[Stored data entries]
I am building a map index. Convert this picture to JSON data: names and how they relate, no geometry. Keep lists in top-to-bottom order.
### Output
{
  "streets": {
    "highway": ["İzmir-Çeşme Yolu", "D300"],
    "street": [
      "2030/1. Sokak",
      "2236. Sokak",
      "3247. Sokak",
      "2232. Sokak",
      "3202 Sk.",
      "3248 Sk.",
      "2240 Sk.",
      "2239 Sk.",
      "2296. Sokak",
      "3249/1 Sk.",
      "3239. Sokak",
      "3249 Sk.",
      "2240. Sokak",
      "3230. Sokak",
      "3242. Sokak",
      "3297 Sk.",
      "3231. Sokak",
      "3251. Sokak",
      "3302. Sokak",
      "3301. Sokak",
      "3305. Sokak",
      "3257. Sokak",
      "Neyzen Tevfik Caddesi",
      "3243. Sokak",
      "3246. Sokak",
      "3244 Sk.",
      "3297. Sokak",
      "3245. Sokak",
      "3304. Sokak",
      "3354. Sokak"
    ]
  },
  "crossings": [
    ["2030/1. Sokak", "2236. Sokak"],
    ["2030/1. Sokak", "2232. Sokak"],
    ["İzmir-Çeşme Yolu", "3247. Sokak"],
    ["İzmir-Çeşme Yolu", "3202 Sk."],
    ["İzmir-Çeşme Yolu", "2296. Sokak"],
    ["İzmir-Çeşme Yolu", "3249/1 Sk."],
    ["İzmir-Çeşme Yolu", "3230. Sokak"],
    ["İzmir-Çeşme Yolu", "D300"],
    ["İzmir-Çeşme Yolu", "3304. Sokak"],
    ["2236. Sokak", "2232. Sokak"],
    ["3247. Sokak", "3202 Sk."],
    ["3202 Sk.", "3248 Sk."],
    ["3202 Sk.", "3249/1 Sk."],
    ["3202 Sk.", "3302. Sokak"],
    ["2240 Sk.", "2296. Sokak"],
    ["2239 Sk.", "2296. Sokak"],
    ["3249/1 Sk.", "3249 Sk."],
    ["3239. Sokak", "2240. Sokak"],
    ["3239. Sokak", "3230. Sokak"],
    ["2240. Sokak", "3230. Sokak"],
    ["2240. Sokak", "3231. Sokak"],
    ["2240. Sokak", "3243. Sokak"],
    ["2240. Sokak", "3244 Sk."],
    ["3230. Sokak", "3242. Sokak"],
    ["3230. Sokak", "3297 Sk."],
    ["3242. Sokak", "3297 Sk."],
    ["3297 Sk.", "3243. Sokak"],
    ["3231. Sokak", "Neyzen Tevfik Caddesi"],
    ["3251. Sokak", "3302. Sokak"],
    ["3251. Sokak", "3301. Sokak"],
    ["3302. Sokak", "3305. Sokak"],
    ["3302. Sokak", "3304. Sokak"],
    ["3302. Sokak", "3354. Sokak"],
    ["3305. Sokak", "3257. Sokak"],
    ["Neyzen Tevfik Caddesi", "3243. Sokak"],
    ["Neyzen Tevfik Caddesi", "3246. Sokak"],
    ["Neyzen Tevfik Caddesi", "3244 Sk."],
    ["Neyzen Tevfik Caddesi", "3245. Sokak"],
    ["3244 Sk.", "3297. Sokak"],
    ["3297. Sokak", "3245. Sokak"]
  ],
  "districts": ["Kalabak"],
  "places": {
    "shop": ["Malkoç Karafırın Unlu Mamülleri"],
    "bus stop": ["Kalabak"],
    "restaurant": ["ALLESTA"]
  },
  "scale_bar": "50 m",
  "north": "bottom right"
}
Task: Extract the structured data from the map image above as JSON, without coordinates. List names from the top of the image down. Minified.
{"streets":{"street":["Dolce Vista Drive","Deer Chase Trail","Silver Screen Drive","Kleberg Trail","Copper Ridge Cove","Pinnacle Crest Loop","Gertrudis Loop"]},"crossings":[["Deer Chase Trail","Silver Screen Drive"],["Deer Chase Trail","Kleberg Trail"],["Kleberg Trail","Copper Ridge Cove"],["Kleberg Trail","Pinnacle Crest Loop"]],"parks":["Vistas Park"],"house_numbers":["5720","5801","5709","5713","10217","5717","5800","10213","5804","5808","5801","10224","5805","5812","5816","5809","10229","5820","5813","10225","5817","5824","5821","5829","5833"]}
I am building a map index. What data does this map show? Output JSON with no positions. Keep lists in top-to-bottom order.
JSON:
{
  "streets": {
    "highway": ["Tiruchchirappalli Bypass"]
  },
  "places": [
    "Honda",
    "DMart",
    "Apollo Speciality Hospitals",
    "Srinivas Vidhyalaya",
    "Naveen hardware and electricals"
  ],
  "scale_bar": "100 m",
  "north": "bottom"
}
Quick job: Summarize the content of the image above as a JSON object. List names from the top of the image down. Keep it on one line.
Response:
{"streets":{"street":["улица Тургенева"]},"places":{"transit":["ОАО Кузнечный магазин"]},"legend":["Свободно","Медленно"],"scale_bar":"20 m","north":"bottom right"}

§ What the task requires:
Write out all the records above again, exactly as they stand.

§ Response to this exercise:
I am building a map index. Convert this picture to JSON data: names and how they relate, no geometry. Keep lists in top-to-bottom order.
### Output
{
  "streets": {
    "highway": ["İzmir-Çeşme Yolu", "D300"],
    "street": [
      "2030/1. Sokak",
      "2236. Sokak",
      "3247. Sokak",
      "2232. Sokak",
      "3202 Sk.",
      "3248 Sk.",
      "2240 Sk.",
      "2239 Sk.",
      "2296. Sokak",
      "3249/1 Sk.",
      "3239. Sokak",
      "3249 Sk.",
      "2240. Sokak",
      "3230. Sokak",
      "3242. Sokak",
      "3297 Sk.",
      "3231. Sokak",
      "3251. Sokak",
      "3302. Sokak",
      "3301. Sokak",
      "3305. Sokak",
      "3257. Sokak",
      "Neyzen Tevfik Caddesi",
      "3243. Sokak",
      "3246. Sokak",
      "3244 Sk.",
      "3297. Sokak",
      "3245. Sokak",
      "3304. Sokak",
      "3354. Sokak"
    ]
  },
  "crossings": [
    ["2030/1. Sokak", "2236. Sokak"],
    ["2030/1. Sokak", "2232. Sokak"],
    ["İzmir-Çeşme Yolu", "3247. Sokak"],
    ["İzmir-Çeşme Yolu", "3202 Sk."],
    ["İzmir-Çeşme Yolu", "2296. Sokak"],
    ["İzmir-Çeşme Yolu", "3249/1 Sk."],
    ["İzmir-Çeşme Yolu", "3230. Sokak"],
    ["İzmir-Çeşme Yolu", "D300"],
    ["İzmir-Çeşme Yolu", "3304. Sokak"],
    ["2236. Sokak", "2232. Sokak"],
    ["3247. Sokak", "3202 Sk."],
    ["3202 Sk.", "3248 Sk."],
    ["3202 Sk.", "3249/1 Sk."],
    ["3202 Sk.", "3302. Sokak"],
    ["2240 Sk.", "2296. Sokak"],
    ["2239 Sk.", "2296. Sokak"],
    ["3249/1 Sk.", "3249 Sk."],
    ["3239. Sokak", "2240. Sokak"],
    ["3239. Sokak", "3230. Sokak"],
    ["2240. Sokak", "3230. Sokak"],
    ["2240. Sokak", "3231. Sokak"],
    ["2240. Sokak", "3243. Sokak"],
    ["2240. Sokak", "3244 Sk."],
    ["3230. Sokak", "3242. Sokak"],
    ["3230. Sokak", "3297 Sk."],
    ["3242. Sokak", "3297 Sk."],
    ["3297 Sk.", "3243. Sokak"],
    ["3231. Sokak", "Neyzen Tevfik Caddesi"],
    ["3251. Sokak", "3302. Sokak"],
    ["3251. Sokak", "3301. Sokak"],
    ["3302. Sokak", "3305. Sokak"],
    ["3302. Sokak", "3304. Sokak"],
    ["3302. Sokak", "3354. Sokak"],
    ["3305. Sokak", "3257. Sokak"],
    ["Neyzen Tevfik Caddesi", "3243. Sokak"],
    ["Neyzen Tevfik Caddesi", "3246. Sokak"],
    ["Neyzen Tevfik Caddesi", "3244 Sk."],
    ["Neyzen Tevfik Caddesi", "3245. Sokak"],
    ["3244 Sk.", "3297. Sokak"],
    ["3297. Sokak", "3245. Sokak"]
  ],
  "districts": ["Kalabak"],
  "places": {
    "shop": ["Malkoç Karafırın Unlu Mamülleri"],
    "bus stop": ["Kalabak"],
    "restaurant": ["ALLESTA"]
  },
  "scale_bar": "50 m",
  "north": "bottom right"
}
Task: Extract the structured data from the map image above as JSON, without coordinates. List names from the top of the image down. Minified.
{"streets":{"street":["Dolce Vista Drive","Deer Chase Trail","Silver Screen Drive","Kleberg Trail","Copper Ridge Cove","Pinnacle Crest Loop","Gertrudis Loop"]},"crossings":[["Deer Chase Trail","Silver Screen Drive"],["Deer Chase Trail","Kleberg Trail"],["Kleberg Trail","Copper Ridge Cove"],["Kleberg Trail","Pinnacle Crest Loop"]],"parks":["Vistas Park"],"house_numbers":["5720","5801","5709","5713","10217","5717","5800","10213","5804","5808","5801","10224","5805","5812","5816","5809","10229","5820","5813","10225","5817","5824","5821","5829","5833"]}
I am building a map index. What data does this map show? Output JSON with no positions. Keep lists in top-to-bottom order.
JSON:
{
  "streets": {
    "highway": ["Tiruchchirappalli Bypass"]
  },
  "places": [
    "Honda",
    "DMart",
    "Apollo Speciality Hospitals",
    "Srinivas Vidhyalaya",
    "Naveen hardware and electricals"
  ],
  "scale_bar": "100 m",
  "north": "bottom"
}
Quick job: Summarize the content of the image above as a JSON object. List names from the top of the image down. Keep it on one line.
Response:
{"streets":{"street":["улица Тургенева"]},"places":{"transit":["ОАО Кузнечный магазин"]},"legend":["Свободно","Медленно"],"scale_bar":"20 m","north":"bottom right"}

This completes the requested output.